| Problem details |
Transcribe exactly the lines from the first line of the records through the line containing "margin:-5px; padding:0; box-sizing:content-box;", and leave out every picture.

[Data provided Boundary: Start]

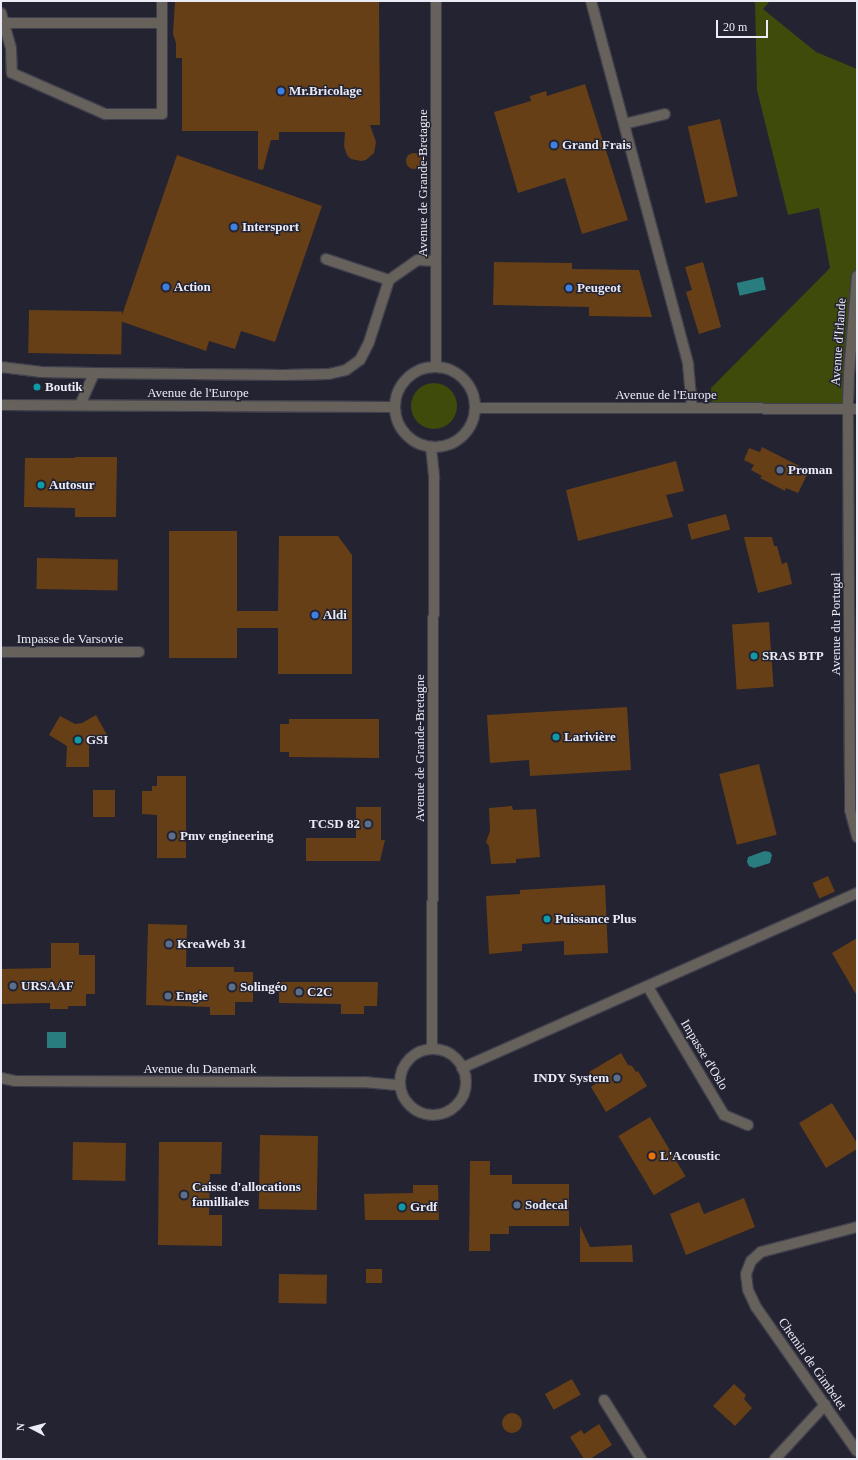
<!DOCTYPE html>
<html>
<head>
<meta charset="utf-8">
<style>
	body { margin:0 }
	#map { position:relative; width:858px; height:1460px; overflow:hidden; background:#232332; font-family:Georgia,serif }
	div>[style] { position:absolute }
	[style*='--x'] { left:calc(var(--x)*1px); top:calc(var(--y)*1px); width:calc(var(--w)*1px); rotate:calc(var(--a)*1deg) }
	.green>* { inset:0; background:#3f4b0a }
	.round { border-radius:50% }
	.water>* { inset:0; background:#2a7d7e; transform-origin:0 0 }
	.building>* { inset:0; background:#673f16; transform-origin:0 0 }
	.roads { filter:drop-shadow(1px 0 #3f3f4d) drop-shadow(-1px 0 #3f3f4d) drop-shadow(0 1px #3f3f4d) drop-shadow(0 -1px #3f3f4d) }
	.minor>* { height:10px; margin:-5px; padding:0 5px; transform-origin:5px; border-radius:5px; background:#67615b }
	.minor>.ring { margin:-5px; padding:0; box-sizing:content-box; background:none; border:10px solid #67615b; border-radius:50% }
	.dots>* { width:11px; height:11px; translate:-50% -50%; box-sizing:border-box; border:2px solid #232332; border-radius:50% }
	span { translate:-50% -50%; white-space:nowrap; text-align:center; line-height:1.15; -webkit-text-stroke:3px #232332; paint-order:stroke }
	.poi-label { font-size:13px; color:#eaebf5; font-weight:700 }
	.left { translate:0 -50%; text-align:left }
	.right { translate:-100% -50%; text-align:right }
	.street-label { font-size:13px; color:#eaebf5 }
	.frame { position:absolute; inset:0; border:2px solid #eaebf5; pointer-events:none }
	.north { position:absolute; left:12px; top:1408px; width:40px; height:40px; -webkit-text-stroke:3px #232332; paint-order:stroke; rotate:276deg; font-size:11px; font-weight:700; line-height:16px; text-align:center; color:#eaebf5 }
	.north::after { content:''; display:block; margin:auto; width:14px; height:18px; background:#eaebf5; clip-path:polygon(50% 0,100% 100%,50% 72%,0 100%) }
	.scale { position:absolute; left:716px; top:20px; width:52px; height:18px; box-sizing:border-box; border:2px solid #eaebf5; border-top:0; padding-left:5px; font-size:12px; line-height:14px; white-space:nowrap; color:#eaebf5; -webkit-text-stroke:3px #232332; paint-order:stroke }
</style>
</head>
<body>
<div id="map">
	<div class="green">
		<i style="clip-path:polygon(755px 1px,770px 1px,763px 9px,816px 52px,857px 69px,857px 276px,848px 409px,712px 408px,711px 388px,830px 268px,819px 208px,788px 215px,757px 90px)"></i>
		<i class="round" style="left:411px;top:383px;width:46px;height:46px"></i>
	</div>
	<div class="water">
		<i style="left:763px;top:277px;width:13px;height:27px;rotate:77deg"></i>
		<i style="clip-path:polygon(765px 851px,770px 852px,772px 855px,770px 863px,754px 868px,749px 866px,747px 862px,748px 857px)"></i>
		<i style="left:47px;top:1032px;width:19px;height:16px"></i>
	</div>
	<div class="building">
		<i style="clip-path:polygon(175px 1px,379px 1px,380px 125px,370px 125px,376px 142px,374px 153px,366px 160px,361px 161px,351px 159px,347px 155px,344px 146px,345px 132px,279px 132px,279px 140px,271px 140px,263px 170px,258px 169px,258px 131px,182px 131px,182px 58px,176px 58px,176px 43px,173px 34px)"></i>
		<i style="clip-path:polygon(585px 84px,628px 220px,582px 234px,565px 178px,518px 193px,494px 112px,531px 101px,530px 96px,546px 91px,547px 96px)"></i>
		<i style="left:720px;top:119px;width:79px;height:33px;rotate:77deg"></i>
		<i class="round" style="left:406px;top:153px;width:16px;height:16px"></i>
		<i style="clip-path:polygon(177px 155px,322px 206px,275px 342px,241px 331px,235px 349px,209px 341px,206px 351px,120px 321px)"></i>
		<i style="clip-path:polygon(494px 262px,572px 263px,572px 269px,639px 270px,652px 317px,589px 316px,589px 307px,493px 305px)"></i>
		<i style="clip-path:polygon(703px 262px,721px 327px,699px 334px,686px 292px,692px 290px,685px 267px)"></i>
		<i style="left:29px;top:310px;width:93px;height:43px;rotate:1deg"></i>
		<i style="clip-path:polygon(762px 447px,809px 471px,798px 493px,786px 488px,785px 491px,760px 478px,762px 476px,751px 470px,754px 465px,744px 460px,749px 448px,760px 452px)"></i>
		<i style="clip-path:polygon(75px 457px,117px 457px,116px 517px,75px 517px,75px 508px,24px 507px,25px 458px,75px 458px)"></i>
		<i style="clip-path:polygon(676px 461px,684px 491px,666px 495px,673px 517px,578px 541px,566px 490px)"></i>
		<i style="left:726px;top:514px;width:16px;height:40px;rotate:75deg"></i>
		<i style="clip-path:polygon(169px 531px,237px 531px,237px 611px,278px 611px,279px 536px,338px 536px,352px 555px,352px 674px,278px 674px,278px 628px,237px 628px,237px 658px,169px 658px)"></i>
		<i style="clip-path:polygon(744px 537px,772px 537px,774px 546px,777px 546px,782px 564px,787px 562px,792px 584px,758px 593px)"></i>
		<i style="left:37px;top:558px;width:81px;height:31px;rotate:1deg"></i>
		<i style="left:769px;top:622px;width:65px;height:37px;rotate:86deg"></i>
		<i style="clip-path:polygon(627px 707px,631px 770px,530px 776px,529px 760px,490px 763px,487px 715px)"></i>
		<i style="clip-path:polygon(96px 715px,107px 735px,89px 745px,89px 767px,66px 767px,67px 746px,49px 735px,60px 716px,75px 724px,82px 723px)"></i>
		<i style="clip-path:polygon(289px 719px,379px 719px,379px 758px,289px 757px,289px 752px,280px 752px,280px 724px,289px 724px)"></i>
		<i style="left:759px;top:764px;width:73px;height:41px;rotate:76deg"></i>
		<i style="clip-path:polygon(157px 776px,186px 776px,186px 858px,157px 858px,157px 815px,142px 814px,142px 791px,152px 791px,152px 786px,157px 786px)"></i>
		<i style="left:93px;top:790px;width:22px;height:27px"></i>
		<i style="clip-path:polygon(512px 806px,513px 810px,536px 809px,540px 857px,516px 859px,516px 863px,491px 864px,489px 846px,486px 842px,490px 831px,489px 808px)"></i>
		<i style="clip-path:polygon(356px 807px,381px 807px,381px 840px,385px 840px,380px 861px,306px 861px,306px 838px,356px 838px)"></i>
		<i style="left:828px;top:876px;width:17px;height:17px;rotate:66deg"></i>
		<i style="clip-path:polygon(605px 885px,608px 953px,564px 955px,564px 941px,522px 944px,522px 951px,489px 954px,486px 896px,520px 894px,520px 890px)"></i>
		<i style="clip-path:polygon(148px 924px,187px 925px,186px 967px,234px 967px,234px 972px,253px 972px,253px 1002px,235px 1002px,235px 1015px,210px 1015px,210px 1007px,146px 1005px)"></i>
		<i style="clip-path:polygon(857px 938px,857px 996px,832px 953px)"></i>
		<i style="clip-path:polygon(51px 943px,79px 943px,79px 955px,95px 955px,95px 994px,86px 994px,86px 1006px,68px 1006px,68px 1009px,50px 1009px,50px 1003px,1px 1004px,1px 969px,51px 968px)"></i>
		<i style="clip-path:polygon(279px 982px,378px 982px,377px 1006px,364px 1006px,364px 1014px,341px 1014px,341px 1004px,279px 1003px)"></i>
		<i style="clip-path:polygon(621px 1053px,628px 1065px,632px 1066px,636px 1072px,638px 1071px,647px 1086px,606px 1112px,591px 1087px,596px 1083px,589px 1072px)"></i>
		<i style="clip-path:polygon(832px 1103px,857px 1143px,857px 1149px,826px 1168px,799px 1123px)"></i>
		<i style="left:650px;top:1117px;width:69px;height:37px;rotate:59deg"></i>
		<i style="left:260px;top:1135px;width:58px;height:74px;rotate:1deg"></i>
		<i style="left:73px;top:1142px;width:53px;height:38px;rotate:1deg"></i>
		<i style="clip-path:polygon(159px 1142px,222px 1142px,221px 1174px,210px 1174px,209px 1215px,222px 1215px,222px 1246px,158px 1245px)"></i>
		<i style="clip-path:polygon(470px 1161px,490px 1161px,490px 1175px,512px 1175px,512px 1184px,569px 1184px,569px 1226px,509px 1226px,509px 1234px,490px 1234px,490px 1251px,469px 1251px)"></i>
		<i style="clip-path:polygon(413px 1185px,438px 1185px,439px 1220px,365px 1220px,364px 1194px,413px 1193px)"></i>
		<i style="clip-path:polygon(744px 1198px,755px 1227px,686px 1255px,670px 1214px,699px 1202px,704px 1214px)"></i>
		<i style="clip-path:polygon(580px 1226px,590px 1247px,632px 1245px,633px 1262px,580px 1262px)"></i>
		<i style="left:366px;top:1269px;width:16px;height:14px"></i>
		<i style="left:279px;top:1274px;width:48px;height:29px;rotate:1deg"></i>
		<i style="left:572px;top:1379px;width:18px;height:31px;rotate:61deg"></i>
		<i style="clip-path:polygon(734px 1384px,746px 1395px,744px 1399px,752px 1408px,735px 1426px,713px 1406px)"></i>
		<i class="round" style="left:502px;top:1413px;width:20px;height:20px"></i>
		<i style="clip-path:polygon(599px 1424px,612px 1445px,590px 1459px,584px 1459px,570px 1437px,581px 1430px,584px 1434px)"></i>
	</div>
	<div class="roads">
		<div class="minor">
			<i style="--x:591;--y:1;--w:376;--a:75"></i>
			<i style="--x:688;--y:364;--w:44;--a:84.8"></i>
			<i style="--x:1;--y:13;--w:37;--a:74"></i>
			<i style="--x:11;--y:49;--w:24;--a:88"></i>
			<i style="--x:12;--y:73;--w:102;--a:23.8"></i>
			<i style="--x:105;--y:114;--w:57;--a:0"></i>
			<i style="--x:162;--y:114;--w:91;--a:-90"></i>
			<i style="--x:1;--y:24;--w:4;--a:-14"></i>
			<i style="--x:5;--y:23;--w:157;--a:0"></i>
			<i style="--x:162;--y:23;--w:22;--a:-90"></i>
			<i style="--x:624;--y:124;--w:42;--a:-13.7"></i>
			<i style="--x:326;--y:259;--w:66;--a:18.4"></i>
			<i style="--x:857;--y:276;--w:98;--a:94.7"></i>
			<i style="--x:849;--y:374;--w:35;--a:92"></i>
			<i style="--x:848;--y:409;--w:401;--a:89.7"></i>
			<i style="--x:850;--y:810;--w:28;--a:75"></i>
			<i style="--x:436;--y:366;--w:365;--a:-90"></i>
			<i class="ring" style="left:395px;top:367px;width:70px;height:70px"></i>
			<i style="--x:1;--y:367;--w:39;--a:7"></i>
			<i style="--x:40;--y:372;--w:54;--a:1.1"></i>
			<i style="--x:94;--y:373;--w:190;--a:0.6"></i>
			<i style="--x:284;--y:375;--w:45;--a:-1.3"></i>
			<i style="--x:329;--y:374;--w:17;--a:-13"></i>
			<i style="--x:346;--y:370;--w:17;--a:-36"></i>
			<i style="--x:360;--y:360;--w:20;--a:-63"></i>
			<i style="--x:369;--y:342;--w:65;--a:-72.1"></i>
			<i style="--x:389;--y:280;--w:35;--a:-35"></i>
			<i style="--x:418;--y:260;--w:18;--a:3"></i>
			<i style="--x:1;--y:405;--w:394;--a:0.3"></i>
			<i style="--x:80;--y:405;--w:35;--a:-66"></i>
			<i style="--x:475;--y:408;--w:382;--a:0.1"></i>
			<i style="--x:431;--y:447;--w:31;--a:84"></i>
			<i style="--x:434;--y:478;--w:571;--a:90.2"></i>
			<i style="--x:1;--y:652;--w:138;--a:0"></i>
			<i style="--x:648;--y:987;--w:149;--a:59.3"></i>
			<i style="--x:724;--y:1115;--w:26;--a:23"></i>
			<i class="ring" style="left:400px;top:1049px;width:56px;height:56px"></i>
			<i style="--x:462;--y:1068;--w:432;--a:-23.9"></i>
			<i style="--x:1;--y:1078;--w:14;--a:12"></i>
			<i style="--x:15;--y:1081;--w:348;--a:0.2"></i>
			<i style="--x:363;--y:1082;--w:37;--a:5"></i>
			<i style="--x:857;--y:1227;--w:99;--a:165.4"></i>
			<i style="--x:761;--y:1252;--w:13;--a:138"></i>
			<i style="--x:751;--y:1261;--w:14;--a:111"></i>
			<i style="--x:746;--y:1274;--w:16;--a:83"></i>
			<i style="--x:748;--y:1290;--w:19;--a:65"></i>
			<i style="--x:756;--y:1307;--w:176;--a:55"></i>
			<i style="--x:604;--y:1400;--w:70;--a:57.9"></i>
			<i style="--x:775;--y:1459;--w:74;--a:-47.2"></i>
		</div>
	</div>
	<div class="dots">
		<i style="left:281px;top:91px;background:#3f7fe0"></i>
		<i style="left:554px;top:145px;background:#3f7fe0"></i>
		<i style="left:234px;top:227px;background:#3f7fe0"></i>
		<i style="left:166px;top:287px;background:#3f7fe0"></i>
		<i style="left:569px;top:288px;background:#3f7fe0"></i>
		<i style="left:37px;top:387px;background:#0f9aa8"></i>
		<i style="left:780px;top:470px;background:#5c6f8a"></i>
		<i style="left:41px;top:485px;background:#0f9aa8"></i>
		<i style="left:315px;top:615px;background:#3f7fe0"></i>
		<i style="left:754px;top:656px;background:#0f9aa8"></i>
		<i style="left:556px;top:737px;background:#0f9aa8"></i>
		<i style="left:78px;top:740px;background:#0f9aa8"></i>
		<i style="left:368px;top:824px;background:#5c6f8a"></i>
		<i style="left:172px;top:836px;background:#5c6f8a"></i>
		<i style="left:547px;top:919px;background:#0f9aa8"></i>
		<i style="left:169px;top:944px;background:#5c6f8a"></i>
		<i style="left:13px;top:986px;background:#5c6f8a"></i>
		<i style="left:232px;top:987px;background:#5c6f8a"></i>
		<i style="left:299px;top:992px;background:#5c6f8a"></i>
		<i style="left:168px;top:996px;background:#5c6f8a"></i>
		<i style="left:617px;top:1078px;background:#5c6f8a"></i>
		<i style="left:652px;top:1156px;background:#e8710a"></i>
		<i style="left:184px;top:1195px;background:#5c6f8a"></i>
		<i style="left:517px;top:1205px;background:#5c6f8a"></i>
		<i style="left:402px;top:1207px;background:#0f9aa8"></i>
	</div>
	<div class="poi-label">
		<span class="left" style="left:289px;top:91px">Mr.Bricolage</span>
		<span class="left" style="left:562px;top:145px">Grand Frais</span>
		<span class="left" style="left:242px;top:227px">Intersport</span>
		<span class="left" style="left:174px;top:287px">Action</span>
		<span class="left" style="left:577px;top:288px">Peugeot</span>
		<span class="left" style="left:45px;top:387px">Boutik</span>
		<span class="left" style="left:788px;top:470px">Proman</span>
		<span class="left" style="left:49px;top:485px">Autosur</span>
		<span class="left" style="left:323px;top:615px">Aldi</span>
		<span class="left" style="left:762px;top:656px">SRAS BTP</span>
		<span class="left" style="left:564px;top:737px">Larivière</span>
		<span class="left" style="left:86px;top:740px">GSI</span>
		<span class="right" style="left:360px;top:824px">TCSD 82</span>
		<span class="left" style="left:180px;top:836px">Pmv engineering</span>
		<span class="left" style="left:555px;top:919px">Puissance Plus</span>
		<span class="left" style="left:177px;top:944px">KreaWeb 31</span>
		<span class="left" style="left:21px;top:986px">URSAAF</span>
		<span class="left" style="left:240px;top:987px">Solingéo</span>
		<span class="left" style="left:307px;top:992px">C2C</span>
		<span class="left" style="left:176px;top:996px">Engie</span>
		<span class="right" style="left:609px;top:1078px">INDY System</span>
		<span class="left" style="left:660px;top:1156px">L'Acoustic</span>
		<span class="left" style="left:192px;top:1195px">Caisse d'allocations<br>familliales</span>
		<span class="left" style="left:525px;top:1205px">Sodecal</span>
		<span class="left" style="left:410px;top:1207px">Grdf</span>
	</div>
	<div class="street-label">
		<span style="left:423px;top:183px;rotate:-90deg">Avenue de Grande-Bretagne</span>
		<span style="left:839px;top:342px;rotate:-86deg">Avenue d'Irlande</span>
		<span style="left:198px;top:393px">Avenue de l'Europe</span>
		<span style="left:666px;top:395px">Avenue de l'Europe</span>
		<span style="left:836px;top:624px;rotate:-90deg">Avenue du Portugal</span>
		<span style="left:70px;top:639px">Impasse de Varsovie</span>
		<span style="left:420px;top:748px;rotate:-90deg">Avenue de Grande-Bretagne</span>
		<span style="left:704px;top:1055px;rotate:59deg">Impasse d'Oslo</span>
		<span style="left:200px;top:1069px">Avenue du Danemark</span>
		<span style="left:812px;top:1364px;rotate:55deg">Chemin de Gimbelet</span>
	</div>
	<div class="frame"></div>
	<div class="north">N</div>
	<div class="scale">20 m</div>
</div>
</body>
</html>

[Data provided Boundary: End]

| Solution to this exercise |
<!DOCTYPE html>
<html>
<head>
<meta charset="utf-8">
<style>
	body { margin:0 }
	#map { position:relative; width:858px; height:1460px; overflow:hidden; background:#232332; font-family:Georgia,serif }
	div>[style] { position:absolute }
	[style*='--x'] { left:calc(var(--x)*1px); top:calc(var(--y)*1px); width:calc(var(--w)*1px); rotate:calc(var(--a)*1deg) }
	.green>* { inset:0; background:#3f4b0a }
	.round { border-radius:50% }
	.water>* { inset:0; background:#2a7d7e; transform-origin:0 0 }
	.building>* { inset:0; background:#673f16; transform-origin:0 0 }
	.roads { filter:drop-shadow(1px 0 #3f3f4d) drop-shadow(-1px 0 #3f3f4d) drop-shadow(0 1px #3f3f4d) drop-shadow(0 -1px #3f3f4d) }
	.minor>* { height:10px; margin:-5px; padding:0 5px; transform-origin:5px; border-radius:5px; background:#67615b }
	.minor>.ring { margin:-5px; padding:0; box-sizing:content-box; background:none; border:10px solid #67615b; border-radius:50% }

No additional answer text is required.